Berdasarkan peraturan, pajak atas kupon setelah 2021 adalah sebesar 10% atau setara Rp 8 juta. Sehingga nilai kupon yang diterima investor adalah Rp 72 juta.
Nilai pajak ini lebih besar dibandingkan sebelum 2021 yang sebesar 5%. Meski demikian masih ada insentif dibandingkan investor umum yang dikenakan pajak 15%.
Pajak Penghasilan Atas Diskonto
Diskonto adalah selisih lebih harga jual atau nilai nominal di atas harga perolehan obligasi. Sederhanyanya disebut capital gain. Capital gain dalam obligasi bisa terjadi dalam 2 kondisi, pertama; investor membeli dan menjualnya dengan harga lebih tinggi, kedua; investor membeli obligasi di bawah nilai par / nominal dan memegangnya hingga jatuh tempo. Untuk kondisi kedua, diskonto terjadi pada saat obligasi jatuh tempo.
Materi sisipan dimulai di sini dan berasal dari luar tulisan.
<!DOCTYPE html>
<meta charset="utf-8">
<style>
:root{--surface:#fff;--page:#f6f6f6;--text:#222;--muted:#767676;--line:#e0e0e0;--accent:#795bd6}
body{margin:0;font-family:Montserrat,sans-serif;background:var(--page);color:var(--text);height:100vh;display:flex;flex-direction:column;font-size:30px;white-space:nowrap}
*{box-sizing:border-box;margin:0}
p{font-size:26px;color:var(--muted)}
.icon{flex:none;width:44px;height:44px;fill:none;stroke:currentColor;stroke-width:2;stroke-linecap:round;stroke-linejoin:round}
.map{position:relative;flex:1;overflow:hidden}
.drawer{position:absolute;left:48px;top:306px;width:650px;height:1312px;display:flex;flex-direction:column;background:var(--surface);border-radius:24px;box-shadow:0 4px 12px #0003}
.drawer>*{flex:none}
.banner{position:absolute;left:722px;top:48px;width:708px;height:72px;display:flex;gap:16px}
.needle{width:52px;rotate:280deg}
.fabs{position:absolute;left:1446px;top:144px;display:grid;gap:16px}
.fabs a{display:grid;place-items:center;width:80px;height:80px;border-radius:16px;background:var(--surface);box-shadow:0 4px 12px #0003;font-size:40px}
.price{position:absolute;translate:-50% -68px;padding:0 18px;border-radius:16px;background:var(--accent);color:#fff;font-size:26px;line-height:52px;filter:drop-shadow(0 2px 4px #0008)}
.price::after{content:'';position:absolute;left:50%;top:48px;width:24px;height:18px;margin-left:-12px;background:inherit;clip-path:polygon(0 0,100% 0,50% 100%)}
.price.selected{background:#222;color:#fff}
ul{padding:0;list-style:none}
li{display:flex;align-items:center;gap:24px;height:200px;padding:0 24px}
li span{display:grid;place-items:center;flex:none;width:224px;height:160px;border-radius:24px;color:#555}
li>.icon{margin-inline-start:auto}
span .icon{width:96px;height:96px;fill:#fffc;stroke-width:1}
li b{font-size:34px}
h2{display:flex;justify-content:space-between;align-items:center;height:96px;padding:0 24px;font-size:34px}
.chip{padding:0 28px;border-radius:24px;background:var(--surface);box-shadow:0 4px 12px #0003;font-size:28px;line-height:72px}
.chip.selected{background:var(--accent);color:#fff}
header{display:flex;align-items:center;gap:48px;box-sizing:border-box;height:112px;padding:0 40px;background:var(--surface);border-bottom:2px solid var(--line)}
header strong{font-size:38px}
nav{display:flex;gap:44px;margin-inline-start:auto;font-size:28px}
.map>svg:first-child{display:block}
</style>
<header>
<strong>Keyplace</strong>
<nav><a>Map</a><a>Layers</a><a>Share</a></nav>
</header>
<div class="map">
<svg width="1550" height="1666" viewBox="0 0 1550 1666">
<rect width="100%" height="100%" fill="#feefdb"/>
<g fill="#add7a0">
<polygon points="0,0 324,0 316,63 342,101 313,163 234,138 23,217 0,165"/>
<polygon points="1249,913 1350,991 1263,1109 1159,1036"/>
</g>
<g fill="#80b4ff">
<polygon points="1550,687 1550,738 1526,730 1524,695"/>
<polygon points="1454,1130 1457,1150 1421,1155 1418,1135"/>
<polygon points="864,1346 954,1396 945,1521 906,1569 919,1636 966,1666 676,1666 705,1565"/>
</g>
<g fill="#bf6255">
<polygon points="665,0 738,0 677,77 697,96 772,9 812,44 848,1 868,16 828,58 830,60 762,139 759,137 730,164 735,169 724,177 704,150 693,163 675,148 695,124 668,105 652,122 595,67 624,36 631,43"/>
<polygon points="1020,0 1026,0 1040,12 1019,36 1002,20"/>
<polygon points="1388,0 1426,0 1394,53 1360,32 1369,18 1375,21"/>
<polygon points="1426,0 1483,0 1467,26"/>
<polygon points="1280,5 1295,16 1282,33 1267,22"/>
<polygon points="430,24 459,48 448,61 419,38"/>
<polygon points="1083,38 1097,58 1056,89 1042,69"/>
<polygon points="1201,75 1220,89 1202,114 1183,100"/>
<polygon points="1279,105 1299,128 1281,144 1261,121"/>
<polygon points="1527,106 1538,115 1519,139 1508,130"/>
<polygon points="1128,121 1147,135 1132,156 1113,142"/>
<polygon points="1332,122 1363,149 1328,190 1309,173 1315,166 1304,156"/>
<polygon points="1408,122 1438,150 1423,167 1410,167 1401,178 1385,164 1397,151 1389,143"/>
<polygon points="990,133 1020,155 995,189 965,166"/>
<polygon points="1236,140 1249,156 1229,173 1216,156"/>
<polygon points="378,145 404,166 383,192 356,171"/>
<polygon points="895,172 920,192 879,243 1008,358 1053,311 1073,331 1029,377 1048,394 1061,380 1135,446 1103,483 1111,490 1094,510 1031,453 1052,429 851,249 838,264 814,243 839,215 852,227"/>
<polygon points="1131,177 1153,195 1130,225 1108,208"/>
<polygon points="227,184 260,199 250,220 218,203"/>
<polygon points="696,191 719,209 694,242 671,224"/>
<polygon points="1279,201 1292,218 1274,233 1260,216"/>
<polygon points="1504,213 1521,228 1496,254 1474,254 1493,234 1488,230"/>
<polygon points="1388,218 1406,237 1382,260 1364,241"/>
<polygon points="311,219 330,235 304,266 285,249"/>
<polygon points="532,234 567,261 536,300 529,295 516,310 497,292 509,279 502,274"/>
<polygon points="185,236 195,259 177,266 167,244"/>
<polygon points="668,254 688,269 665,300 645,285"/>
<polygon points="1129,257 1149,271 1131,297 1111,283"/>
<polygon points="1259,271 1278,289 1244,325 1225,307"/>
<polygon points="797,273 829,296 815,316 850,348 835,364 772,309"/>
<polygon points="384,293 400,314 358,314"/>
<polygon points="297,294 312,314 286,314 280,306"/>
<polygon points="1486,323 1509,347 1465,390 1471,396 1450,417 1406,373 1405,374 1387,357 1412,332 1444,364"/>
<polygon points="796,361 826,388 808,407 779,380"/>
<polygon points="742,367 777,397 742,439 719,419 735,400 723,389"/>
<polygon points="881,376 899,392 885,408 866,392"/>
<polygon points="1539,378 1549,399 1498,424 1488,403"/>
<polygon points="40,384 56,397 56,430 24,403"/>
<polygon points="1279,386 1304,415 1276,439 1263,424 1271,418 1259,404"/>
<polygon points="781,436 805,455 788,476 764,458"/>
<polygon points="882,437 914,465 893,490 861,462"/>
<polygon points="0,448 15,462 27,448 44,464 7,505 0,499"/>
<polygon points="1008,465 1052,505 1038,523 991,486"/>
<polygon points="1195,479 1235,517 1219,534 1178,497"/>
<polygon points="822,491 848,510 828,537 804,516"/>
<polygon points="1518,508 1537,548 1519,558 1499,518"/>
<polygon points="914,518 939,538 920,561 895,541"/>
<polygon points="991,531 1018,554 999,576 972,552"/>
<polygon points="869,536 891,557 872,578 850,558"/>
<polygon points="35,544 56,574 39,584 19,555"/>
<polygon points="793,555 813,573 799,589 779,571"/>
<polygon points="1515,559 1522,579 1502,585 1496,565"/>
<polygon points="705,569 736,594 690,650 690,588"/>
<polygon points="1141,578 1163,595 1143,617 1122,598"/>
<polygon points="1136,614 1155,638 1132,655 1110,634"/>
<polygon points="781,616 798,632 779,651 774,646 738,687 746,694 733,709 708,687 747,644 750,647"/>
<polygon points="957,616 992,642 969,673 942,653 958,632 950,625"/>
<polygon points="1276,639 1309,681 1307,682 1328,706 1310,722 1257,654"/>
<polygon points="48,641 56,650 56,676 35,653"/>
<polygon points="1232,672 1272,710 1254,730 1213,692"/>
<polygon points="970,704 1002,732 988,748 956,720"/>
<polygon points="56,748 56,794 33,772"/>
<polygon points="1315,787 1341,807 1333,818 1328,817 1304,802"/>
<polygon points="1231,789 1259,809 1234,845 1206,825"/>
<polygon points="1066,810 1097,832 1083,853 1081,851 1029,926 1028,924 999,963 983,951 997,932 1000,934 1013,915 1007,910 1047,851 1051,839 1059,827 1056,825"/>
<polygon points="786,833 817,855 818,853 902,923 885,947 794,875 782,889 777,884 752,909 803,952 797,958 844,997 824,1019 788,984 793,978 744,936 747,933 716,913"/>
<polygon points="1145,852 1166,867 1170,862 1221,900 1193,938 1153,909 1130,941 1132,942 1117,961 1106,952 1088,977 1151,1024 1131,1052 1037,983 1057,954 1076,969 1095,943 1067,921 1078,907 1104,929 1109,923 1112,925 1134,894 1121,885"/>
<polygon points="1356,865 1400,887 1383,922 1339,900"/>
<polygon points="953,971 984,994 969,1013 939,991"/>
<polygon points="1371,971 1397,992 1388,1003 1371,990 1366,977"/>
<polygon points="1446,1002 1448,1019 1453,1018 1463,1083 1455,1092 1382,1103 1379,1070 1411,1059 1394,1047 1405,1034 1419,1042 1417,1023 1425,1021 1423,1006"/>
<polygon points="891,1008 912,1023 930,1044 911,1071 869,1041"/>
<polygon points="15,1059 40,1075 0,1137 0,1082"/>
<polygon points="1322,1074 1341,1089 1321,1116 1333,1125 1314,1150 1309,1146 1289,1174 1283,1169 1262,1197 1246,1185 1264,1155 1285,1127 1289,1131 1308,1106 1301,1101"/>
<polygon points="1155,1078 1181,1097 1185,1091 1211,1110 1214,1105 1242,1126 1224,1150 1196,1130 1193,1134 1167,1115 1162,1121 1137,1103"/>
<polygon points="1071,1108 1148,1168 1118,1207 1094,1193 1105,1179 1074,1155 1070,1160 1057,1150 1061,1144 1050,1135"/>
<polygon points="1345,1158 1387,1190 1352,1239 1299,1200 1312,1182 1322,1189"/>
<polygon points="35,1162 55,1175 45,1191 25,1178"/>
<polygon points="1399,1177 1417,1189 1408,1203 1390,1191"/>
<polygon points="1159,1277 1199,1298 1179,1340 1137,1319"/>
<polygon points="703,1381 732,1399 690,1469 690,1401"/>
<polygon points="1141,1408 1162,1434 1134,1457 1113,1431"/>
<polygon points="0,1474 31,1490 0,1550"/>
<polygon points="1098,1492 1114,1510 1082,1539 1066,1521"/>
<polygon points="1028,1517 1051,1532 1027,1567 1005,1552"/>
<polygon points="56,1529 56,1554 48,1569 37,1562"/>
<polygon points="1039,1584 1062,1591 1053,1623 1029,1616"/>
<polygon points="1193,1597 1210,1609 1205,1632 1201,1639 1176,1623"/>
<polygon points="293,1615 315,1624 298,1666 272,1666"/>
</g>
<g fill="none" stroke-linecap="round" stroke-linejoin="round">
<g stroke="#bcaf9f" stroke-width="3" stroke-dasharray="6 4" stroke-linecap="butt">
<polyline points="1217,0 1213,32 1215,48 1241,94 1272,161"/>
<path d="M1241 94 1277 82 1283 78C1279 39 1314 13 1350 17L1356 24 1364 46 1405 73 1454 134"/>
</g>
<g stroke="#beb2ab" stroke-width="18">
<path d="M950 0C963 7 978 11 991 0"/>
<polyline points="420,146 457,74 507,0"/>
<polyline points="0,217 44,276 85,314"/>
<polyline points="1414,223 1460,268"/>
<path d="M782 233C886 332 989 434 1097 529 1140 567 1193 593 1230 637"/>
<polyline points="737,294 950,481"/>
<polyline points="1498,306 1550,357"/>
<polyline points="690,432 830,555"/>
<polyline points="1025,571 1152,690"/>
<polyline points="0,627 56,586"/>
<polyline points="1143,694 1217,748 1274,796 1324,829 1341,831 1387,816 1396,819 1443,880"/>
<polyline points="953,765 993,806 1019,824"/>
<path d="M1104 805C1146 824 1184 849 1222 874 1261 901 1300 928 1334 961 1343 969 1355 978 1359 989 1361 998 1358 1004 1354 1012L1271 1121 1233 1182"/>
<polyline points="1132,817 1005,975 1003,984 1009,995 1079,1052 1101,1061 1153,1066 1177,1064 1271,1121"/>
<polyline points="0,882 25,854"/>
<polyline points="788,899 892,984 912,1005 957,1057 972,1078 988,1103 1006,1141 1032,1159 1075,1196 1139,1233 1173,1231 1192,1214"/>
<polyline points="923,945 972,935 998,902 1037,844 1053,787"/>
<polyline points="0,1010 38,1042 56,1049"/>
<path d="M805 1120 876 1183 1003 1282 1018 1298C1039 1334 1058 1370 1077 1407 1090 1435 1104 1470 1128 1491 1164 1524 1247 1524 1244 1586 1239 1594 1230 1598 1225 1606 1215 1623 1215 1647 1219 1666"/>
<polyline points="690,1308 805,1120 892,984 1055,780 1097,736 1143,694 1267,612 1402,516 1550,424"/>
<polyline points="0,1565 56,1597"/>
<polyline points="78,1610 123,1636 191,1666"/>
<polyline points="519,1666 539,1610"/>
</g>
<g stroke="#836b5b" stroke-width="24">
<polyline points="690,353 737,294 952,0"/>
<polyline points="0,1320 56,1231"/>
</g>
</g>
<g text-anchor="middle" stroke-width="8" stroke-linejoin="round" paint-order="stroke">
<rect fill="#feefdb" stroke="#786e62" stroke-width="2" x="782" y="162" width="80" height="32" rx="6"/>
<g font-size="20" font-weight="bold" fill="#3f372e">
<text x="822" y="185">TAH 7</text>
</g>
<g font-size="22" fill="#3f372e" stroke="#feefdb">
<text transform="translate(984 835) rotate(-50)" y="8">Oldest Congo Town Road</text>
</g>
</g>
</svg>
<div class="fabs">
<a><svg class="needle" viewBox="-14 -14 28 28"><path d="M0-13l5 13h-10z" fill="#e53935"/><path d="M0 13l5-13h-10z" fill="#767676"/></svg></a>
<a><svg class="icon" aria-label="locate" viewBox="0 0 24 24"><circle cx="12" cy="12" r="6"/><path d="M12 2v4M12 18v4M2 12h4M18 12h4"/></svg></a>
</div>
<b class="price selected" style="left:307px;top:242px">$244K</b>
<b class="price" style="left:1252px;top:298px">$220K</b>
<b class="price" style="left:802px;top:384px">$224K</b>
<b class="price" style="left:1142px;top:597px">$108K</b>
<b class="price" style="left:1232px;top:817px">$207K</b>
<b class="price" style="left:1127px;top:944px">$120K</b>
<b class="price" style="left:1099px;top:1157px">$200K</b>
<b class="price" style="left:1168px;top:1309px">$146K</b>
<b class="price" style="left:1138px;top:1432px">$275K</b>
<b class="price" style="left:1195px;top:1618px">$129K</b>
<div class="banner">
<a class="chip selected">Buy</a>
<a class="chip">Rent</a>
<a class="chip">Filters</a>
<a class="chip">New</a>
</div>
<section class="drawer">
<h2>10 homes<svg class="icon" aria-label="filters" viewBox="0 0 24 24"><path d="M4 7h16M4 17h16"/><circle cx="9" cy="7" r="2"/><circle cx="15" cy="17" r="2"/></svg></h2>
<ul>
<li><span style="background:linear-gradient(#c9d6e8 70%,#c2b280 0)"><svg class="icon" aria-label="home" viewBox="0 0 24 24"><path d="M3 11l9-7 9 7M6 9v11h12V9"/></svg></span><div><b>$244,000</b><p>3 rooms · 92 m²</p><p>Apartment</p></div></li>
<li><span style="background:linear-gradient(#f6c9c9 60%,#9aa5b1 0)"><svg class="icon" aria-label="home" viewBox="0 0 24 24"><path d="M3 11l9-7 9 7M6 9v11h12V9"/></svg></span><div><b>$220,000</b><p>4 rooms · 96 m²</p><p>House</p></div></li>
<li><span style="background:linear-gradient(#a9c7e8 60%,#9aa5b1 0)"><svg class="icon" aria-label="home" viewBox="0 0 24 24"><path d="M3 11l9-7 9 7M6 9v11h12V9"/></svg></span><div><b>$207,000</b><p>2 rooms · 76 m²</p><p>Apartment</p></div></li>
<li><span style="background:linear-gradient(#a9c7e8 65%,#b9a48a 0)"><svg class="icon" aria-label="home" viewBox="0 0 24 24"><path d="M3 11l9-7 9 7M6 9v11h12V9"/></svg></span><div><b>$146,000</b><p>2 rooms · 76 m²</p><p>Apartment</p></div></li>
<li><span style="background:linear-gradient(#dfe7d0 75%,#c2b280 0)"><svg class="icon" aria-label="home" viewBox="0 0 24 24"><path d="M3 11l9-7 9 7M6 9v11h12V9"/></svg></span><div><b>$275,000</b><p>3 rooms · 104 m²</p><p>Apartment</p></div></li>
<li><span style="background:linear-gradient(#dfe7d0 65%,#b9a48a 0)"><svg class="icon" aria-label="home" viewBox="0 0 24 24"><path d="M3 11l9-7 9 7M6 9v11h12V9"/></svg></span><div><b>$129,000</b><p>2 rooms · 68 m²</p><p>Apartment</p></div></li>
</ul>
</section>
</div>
Perusahaan sekuritas dan bank yang melayani transaksi jual beli obligasi diwajibkan mencatat harga pembelian obligasi investor. Oleh sebab itu, ketika ada transaksi penjualan atau obligasi jatuh tempo, mereka akan bertindak sebagai pemotong atas pajak penghasilan tersebut.
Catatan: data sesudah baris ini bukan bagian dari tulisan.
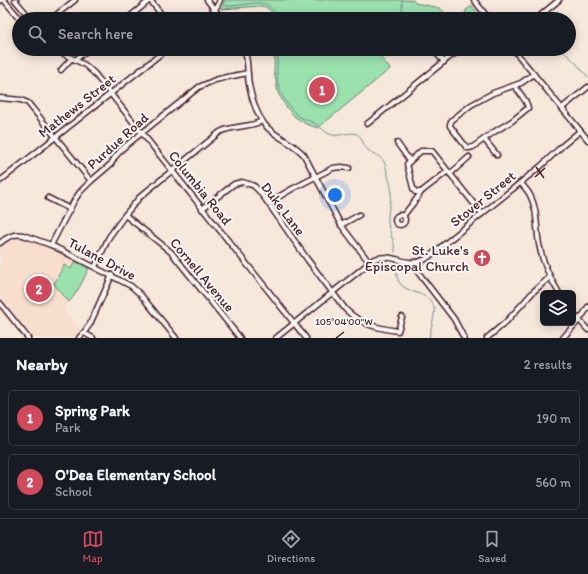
<!DOCTYPE html>
<html lang="en">
<head>
<meta charset="utf-8">
<style>
  body { margin:0; font-family:Itim,sans-serif; background:#242831; color:#f1f3f6 }
  .controls { position:absolute; right:12px; bottom:12px; display:grid; overflow:hidden; border-radius:6px; box-shadow:0 2px 10px #0003 }
  .controls button { width:36px; height:36px; display:grid; place-items:center; padding:0; border:0; border-bottom:1px solid #363941; background:#171b24; color:#f1f3f6; font:20px sans-serif }
  .you { position:absolute; left:335px; top:195px; width:14px; height:14px; margin:-10px; border:3px solid #fff; border-radius:50%; background:#1a73e8; box-shadow:0 0 0 6px #1a73e833 }
  .badge { display:grid; place-items:center; width:26px; height:26px; border-radius:50%; background:#d1495b; color:#fff; font-size:13px; font-weight:700 }
  .pin { position:absolute; translate:-50% -50%; border:2px solid #fff; box-shadow:0 1px 4px #0006 }
  .list { margin:0; padding:0; list-style:none }
  h2 { display:flex; justify-content:space-between; align-items:center; height:52px; margin:0; padding:0 16px; font-size:17px }
  h2 small { font-size:13px; font-weight:400; color:#9ea1a6 }
  .list li { display:grid; grid-template-columns:26px 1fr auto; gap:12px; align-items:center; box-sizing:border-box; height:56px; margin:0 8px 8px; padding:0 8px; border:1px solid #363941; border-radius:6px }
  .list b { display:block; font-size:15px; white-space:nowrap }
  .list p { margin:0; font-size:13px; white-space:nowrap; color:#9ea1a6 }
  .list em { font-size:13px; font-style:normal; color:#9ea1a6 }
  .icon { flex:none; width:22px; height:22px; fill:none; stroke:currentColor; stroke-width:2; stroke-linecap:round; stroke-linejoin:round }
  .map { position:relative; flex:none; width:588px; height:338px; overflow:hidden }
  .search { position:absolute; background:#171b24; box-shadow:0 2px 10px #0003; left:12px; right:12px; top:12px; height:44px; display:flex; align-items:center; gap:10px; box-sizing:border-box; padding:0 14px; border-radius:22px; color:#9ea1a6; font-size:15px }
  .sheet { height:180px; background:#171b24 }
  nav { display:flex; justify-content:space-around; align-items:center; box-sizing:border-box; height:56px; border-top:1px solid #363941; background:#171b24; font-size:11px; color:#9ea1a6 }
  nav a { display:grid; justify-items:center; gap:2px }
  nav .on { color:#d1495b }
  .map>svg:first-child { display:block }
  .built { fill:#f8decd }
  .green { fill:#9be1ae; stroke:#72806c }
  .lines { fill:none; stroke-linecap:round; stroke-linejoin:round }
  .stream { stroke:#6c8b94; stroke-width:1 }
  .minor-casing { stroke:#4a1f2b; stroke-width:7 }
  .minor { stroke:#f6f6f2; stroke-width:4 }
  .ticks { fill:none; stroke:#4a1f2b; stroke-width:1.5 }
  .labels { text-anchor:middle; dominant-baseline:central; stroke-width:4; stroke-linejoin:round; paint-order:stroke }
  .street-label { font-size:14px; fill:#4a1f2b; stroke:#f6f6f2 }
  .poi-label { font-size:14px; fill:#4a1f2b; stroke:#f6f6f2; text-anchor:end }
  .ticks-label { font-size:10px; text-anchor:middle; fill:#4a1f2b; stroke:#f6f6f2; stroke-width:4; stroke-linejoin:round; paint-order:stroke }
</style>
</head>
<body>
<div class="map">
<svg width="588" height="338" viewBox="0 0 588 338">
  <rect width="100%" height="100%" fill="#f7e8dc"/>
  <filter id="ink" filterUnits="userSpaceOnUse"><feTurbulence type="fractalNoise" baseFrequency=".025" numOctaves="2"/><feDisplacementMap in="SourceGraphic" scale="8" xChannelSelector="R" yChannelSelector="G"/><feConvolveMatrix kernelMatrix="1 2 1 2 8 2 1 2 1" color-interpolation-filters="sRGB"/></filter>
  <g filter="url(#ink)">
    <!-- built -->
    <polygon class="built" points="20,237 49,248 89,267 83,281 73,297 63,308 80,330 72,338 33,338 0,296 0,248 10,240 15,238"/>
    <!-- green -->
    <g class="green">
      <path d="M225,0h188l2,3 25,5 10,11h-176c-2,-8 -5,-11 -12,-13l-41,3z"/>
      <polygon points="472,6 482,19 456,19 466,12 466,10"/>
      <polygon points="275,49 374,49 390,69 318,128 306,124 295,117 287,108 278,93 274,72"/>
      <path d="M75,261l14,7c-6,12 -11,24 -20,34l-15,-18 10,-19 7,4z"/>
    </g>
    <g class="lines">
      <!-- stream -->
      <g class="stream">
        <polyline points="402,0 402,8 407,17 411,19"/>
        <path d="M224,5l3,1c7,0 13,-1 20,-2 16,-2 24,-2 31,15"/>
        <path d="M279,49c-3,23 -5,38 11,58 3,3 6,8 10,10 5,3 10,3 14,6 6,3 11,10 18,12 7,2 21,-5 26,0 5,3 5,11 10,15 4,4 11,5 15,10 3,4 3,10 5,15 1,6 4,11 3,17 0,11 -4,20 -3,31 1,10 7,18 7,29"/>
        <polyline points="559,49 562,50 575,62 588,77"/>
        <path d="M396,267c0,5 1,11 3,15 6,12 31,9 35,25 2,6 -4,24 -5,31"/>
      </g>
      <defs>
        <g id="minor">
          <polyline points="4,0 20,19"/>
          <polyline points="15,0 31,19"/>
          <polyline points="150,0 165,19"/>
          <polyline points="207,0 222,19"/>
          <polyline points="474,0 489,19"/>
          <polyline points="0,1 1,0"/>
          <polyline points="51,19 75,0"/>
          <polyline points="127,19 150,0"/>
          <polyline points="203,19 215,10 220,0"/>
          <polyline points="536,19 559,0"/>
          <polyline points="54,49 85,65 94,73 306,338"/>
          <path d="M244,49c4,10 3,17 4,27 1,15 8,38 17,49 11,13 28,17 39,30l37,70 28,37"/>
          <polyline points="433,49 444,62"/>
          <polyline points="513,49 588,140"/>
          <polyline points="398,52 403,49"/>
          <polyline points="75,60 89,49"/>
          <polyline points="61,70 71,59"/>
          <path d="M515,86c4,7 12,14 13,22l-16,13 -18,11 -21,15 -4,1h-2l-17,-22v-2l2,-4 19,-15 22,-12 28,-10 13,-9"/>
          <polyline points="0,98 21,100 28,103 91,181"/>
          <polyline points="562,108 588,87"/>
          <polyline points="367,124 451,56 460,51 467,49"/>
          <polyline points="484,139 497,155"/>
          <polyline points="397,143 410,161"/>
          <polyline points="448,171 421,192 415,192 413,188 407,164 421,151 432,151 482,214"/>
          <polyline points="450,174 469,157"/>
          <polyline points="0,181 167,49"/>
          <path d="M521,183c3,4 7,8 9,12 8,15 6,33 9,49 3,17 11,34 20,49"/>
          <polyline points="48,198 70,209"/>
          <polyline points="268,203 292,189 333,168 341,167 349,168"/>
          <path d="M202,209l32,-25 8,-2 7,2 5,2 5,5 9,12 39,56 39,51c16,15 31,18 52,21l4,-14"/>
          <polyline points="125,215 171,252 240,338"/>
          <circle cx="400" cy="220" r="5"/>
          <polyline points="403,216 418,197 421,192"/>
          <polyline points="341,225 359,215"/>
          <path d="M0,243c7,-6 14,-10 23,-8l28,10 80,41 9,8 36,44"/>
          <polyline points="51,245 74,201 80,192 91,181 111,164 115,157 123,148 199,87 215,80 227,77 248,73"/>
          <polyline points="416,263 416,269 417,271 454,319 464,338"/>
          <path d="M95,267l14,-30 16,-22 14,-17 8,-7 73,-59c13,-7 29,-4 42,-11"/>
          <polyline points="0,303 28,338"/>
          <polyline points="573,313 588,330"/>
          <polyline points="84,333 93,338"/>
          <polyline points="79,338 85,331 90,324 112,275"/>
          <path d="M276,338l98,-79c21,-7 31,10 52,0l115,-93 21,-20 18,-15"/>
          <polyline points="487,338 506,322 534,291 550,277"/>
          <path d="M563,338c8,-10 19,-19 25,-31"/>
        </g>
      </defs>
      <!-- minor casing -->
      <use href="#minor" class="minor-casing"/>
      <!-- minor -->
      <use href="#minor" class="minor"/>
    </g>
  </g>
  <!-- ticks -->
  <path class="ticks" d="M536,167l8,11M535,177l10,-9M336,338l8,-6"/>
  <!-- icons -->
  <defs>
    <symbol id="church-disc" viewBox="-11 -11 22 22"><circle r="9.5" fill="#d1495b" stroke="#f6f6f2"/><path d="M-1.2-6h2.4v3.5h3.3v2.4h-3.3V6h-2.4V-.1h-3.3v-2.4h3.3Z" fill="#fff"/></symbol>
  </defs>
  <g fill-rule="evenodd">
    <use href="#church-disc" x="472" y="248" width="20" height="20"/>
  </g>
  <g class="labels">
    <!-- street labels -->
    <g class="street-label">
      <text transform="translate(77 106) rotate(-38)">Mathews Street</text>
      <text transform="translate(118 141) rotate(-42)">Purdue Road</text>
      <text transform="translate(200 188) rotate(51)">Columbia Road</text>
      <text transform="translate(483 199) rotate(-39)">Stover Street</text>
      <text transform="translate(283 209) rotate(53)">Duke Lane</text>
      <text transform="translate(102 259) rotate(28)">Tulane Drive</text>
      <text transform="translate(202 275) rotate(50)">Cornell Avenue</text>
    </g>
    <!-- poi labels -->
    <g class="poi-label">
      <text x="469" y="250">St. Luke's<tspan x="469" dy="16">Episcopal Church</tspan></text>
    </g>
  </g>
  <g class="ticks-label">
    <text x="344" y="325">105°04'00"W</text>
  </g>
</svg>
<div class="controls">
<button><svg class="icon" aria-label="layers" viewBox="0 0 24 24"><path d="M12 4l9 5-9 5-9-5zM3 14l9 5 9-5"/></svg></button>
</div>
<div class="you"></div>
<div class="pin badge" style="left:322px;top:90px">1</div>
<div class="pin badge" style="left:39px;top:289px">2</div>
<div class="search"><svg class="icon" aria-label="search" viewBox="0 0 24 24"><circle cx="10" cy="10" r="6"/><path d="M15 15l6 6"/></svg>Search here</div>
</div>
<section class="sheet">
<h2>Nearby<small>2 results</small></h2>
<ul class="list">
<li><span class="badge">1</span><div><b>Spring Park</b><p>Park</p></div><em>190 m</em></li>
<li><span class="badge">2</span><div><b>O'Dea Elementary School</b><p>School</p></div><em>560 m</em></li>
</ul>
</section>
<nav>
<a class="on"><svg class="icon" aria-label="map" viewBox="0 0 24 24"><path d="M3 6l6-2 6 2 6-2v14l-6 2-6-2-6 2zM9 4v14M15 6v14"/></svg>Map</a>
<a><svg class="icon" aria-label="directions" viewBox="0 0 24 24"><path d="M12 3l9 9-9 9-9-9zM9 14v-3h6M13 9l2 2-2 2"/></svg>Directions</a>
<a><svg class="icon" aria-label="saved" viewBox="0 0 24 24"><path d="M7 4h10v16l-5-4-5 4z"/></svg>Saved</a>
</nav>
</body>
</html>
Misalkan seorang investor membeli obligasi di harga Rp 102 juta dan menjualnya di harga Rp 104 juta, maka atas keuntungan Rp 2 juta tersebut menjadi objek pajak penghasilan dan dipotong 10% x Rp 2 juta setara Rp 200.000. Nilai yang diterima investor atas penjualan obligasi adalah Rp 103.8 juta.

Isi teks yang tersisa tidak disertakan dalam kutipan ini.